The Bond Debacle


Roughly two months have passed since the election, and things appear to have calmed down. The chance for an overturn of the voting results looks very minimal with the inauguration of President Elect Trump around the corner. Agree with him or not, the stock market has made a move higher, as assumed economic growth policies are igniting hope in the hearts of investors. Whether these “policies” become real is yet to be determined; but, truth and time tell all. In my previous article, I referenced that the last time Republicans controlled Congress, the Senate, and the Oval Office was in 1928. Back then, the market shot higher for roughly a year before entering the Great Depression. I do not believe that history always repeats itself, but it does tend to rhyme.

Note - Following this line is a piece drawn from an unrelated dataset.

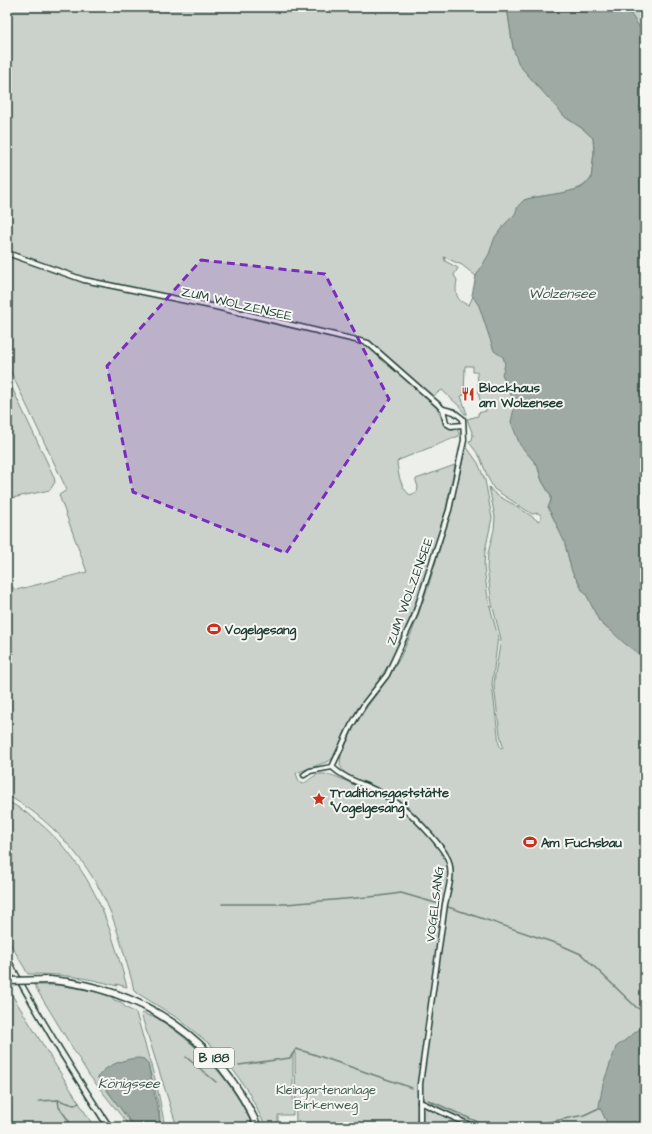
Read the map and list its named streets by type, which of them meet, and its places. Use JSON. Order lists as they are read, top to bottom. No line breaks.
{"streets":{"main road":["B 188"],"street":["ZUM WOLZENSEE","VOGELSANG"]},"crossings":[["ZUM WOLZENSEE","VOGELSANG"]],"water":["Wolzensee","Königssee"],"parks":["Kleingartenanlage Birkenweg"],"places":{"restaurant":["Blockhaus am Wolzensee"],"sports":["Vogelgesang","Am Fuchsbau"],"place":["Traditionsgaststätte \"Vogelgesang\""]}}
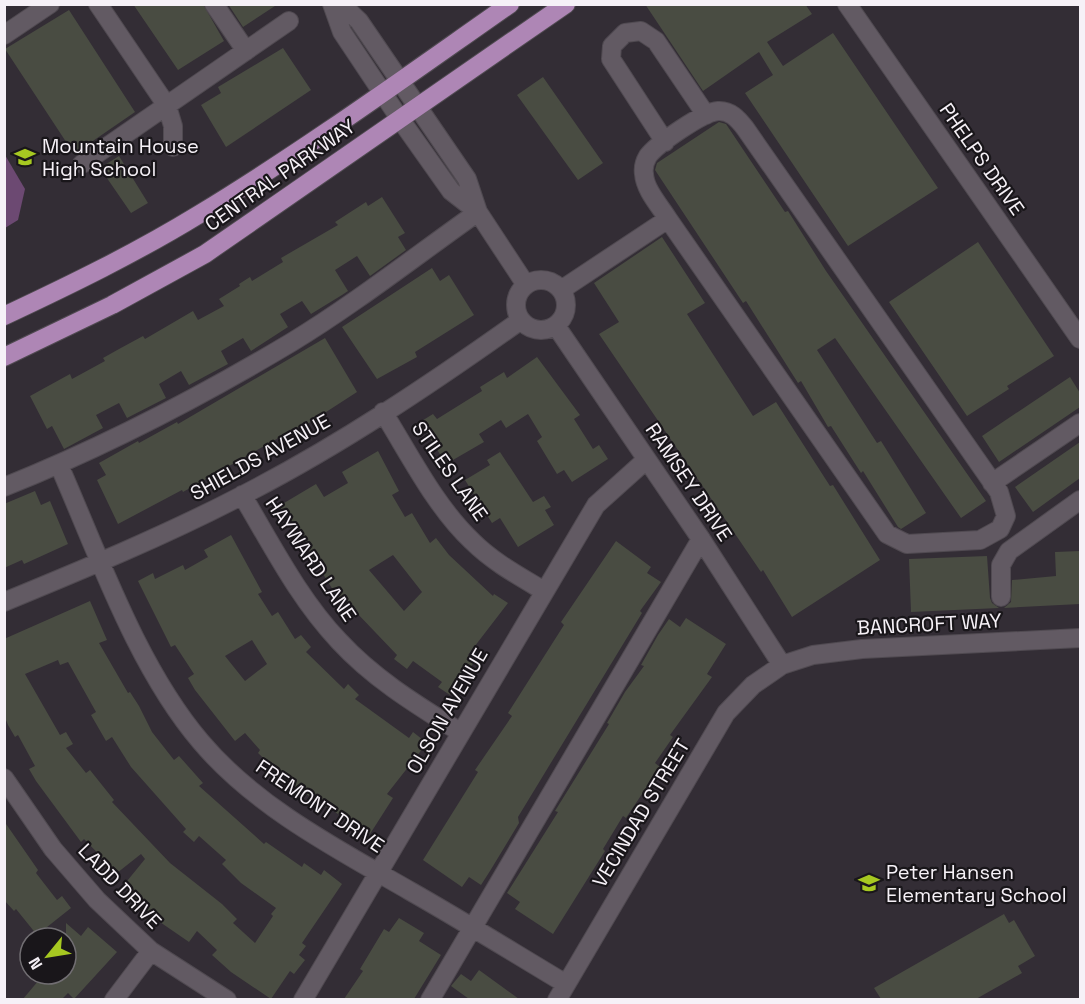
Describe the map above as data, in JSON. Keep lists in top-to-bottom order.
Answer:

I wanted to bring to the attention of MCM readers the shift in sentiment regarding bond investing since the election. A portfolio may be constructed with some mixture of bonds and bond funds, and stock or stock funds designed around an investors risk tolerance. Historically, stock funds involve more risk than bond funds and the more stock you have in your portfolio, the more potential for volatility and loss you may see. Many of my clients will quote the old “Rule of Thumb” – your portfolio should hold the same percentage of bonds as your age. So, if an investor is 50 years old, the “rule” would designate 50% in bonds.

Over the past 30 years, investing in bond funds may have been considered a relatively conservative way to earn a good rate of return. When interest rates go down, the prices of current bonds go up. In the early 1980s, interest rates peaked in the very high teens – people could find CDs paying 16%! That was the peak of that interest rate cycle, which started in the 1960s when you could find a mortgage for around 4%. History shows that in a rising interest rate environment, bond fund investors have a more difficult time earning a positive return rate. Our historically conservative way of earning a positive rate of return through bonds may be changing right before our eyes.

Since the election, the stock market has done incredibly well, but not the bond market. In fact, per, the ten-year treasury bond market index, as measured by the fund IEF, traded from $110.40/share the night before the election down to, as of this writing, $104.36. That means that if you owned this bond fund since the election, you have lost roughly 5.47% of your principle.

In my opinion, there is a good chance that our interest rate cycle that started in the 1980s with extremely high yields is now over, and we may be entering an increasing interest rate environment. With that said, you may want to visit with your financial advisor to make sure that you are positioned correctly per your risk tolerance, goals and objectives. Bonds should continue to be a prudent investment into the future; but if we are now in an increasing rate environment, you may be looking at conservatively and slowly losing your principle.